__Saved entries__:
Content starts

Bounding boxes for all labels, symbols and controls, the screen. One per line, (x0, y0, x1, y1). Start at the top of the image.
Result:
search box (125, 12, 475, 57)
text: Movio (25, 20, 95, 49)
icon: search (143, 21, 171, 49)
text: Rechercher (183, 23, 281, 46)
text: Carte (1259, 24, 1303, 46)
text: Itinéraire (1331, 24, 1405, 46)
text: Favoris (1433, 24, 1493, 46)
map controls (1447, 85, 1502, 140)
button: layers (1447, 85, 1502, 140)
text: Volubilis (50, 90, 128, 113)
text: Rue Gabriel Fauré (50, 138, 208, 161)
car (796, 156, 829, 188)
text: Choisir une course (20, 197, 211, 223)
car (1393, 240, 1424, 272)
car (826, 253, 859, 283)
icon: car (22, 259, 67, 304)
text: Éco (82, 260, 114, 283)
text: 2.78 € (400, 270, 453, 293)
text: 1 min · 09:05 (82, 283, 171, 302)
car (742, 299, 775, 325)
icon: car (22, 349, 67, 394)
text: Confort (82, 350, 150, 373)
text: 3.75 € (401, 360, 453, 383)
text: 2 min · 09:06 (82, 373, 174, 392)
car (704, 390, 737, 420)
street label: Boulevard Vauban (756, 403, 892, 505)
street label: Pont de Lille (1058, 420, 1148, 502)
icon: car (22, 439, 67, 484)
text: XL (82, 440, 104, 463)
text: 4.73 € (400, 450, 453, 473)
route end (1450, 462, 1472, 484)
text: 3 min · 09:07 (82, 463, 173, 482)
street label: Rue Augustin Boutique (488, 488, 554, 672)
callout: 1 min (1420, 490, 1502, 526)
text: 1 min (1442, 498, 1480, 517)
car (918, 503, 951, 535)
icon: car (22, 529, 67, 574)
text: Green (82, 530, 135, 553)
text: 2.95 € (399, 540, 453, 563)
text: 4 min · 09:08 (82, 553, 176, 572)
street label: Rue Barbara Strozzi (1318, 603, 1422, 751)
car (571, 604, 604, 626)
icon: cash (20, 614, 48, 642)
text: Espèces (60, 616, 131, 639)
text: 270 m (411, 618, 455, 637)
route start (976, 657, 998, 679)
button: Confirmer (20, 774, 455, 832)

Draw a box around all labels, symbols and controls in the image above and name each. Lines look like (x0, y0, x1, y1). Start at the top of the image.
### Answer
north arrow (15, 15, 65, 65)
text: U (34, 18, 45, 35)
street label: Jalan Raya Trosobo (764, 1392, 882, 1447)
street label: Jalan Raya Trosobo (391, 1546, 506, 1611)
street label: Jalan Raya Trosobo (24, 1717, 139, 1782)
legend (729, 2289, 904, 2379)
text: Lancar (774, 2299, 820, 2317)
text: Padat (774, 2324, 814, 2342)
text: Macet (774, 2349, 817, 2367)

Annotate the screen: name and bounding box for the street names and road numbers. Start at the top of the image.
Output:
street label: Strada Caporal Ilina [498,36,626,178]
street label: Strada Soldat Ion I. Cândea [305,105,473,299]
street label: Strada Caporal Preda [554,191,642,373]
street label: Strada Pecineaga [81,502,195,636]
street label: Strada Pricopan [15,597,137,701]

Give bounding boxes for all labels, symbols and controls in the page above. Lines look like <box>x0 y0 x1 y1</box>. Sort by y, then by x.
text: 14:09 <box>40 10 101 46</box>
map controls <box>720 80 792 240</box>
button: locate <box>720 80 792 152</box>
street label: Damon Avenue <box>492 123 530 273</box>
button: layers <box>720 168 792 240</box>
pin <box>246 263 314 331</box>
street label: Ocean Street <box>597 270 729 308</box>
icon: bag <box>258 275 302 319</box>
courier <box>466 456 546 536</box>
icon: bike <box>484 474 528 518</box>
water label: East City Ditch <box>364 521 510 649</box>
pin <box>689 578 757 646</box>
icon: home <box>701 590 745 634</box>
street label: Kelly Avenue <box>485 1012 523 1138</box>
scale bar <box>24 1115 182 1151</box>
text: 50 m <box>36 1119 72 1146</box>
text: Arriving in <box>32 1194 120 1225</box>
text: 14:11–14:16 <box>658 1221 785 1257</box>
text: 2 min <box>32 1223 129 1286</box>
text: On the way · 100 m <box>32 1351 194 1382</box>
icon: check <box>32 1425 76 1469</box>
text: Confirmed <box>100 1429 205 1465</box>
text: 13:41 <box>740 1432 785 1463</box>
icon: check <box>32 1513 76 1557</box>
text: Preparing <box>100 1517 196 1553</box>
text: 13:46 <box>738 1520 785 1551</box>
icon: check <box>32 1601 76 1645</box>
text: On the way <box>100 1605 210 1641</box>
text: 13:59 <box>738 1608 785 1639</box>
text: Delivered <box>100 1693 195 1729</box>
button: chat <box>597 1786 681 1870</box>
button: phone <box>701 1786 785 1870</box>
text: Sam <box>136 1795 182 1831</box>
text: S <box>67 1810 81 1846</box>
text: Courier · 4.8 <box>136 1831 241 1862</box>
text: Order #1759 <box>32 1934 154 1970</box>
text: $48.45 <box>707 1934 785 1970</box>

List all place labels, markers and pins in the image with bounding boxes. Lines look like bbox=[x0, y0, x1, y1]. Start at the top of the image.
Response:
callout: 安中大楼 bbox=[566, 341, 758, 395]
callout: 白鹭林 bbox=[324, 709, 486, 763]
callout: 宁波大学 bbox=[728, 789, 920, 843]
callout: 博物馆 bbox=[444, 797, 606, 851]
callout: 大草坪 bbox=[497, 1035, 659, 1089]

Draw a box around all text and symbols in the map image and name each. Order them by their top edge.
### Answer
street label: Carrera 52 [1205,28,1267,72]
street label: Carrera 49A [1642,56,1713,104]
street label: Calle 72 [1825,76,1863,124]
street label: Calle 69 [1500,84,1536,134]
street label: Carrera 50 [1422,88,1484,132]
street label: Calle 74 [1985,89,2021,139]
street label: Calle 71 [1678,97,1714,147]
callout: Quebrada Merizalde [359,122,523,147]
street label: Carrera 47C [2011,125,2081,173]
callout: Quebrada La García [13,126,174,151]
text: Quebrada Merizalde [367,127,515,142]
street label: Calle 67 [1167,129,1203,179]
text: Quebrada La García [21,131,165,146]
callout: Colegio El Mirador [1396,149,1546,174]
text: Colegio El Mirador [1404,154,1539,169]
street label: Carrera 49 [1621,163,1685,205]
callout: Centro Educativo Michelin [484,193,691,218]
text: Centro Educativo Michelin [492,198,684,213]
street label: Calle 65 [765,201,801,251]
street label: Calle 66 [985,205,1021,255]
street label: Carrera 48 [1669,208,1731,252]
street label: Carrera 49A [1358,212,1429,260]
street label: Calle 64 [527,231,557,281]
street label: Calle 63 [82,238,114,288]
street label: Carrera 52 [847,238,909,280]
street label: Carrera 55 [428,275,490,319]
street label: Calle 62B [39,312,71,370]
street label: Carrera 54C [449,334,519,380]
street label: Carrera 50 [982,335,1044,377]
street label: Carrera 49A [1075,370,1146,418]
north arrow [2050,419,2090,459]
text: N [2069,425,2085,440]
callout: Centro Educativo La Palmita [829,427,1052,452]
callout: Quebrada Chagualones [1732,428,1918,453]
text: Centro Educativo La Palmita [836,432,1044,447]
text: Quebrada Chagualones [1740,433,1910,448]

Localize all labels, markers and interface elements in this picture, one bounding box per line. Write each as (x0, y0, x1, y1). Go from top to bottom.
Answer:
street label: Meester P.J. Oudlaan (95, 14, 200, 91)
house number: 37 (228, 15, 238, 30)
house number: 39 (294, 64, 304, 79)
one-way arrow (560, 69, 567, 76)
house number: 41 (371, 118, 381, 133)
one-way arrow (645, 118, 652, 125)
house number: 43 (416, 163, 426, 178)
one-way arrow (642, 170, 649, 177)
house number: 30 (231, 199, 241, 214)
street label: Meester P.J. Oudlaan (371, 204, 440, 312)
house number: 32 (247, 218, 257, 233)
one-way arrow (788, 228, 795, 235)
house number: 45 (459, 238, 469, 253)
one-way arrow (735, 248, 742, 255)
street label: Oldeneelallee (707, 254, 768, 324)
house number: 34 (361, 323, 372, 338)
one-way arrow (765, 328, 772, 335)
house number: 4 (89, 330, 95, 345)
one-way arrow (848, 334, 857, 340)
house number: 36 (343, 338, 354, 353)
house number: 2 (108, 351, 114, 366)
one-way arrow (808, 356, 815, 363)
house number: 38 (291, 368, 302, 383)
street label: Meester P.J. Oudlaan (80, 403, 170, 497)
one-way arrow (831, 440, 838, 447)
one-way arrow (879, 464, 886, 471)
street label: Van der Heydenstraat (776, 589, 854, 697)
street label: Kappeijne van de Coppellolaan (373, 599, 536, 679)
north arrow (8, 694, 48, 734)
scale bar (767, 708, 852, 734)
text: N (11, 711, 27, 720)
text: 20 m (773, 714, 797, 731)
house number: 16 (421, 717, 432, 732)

Content ends

Which lines of the entries contain "check"? Count them and write only the number.

__SOLUTION BELOW__:
3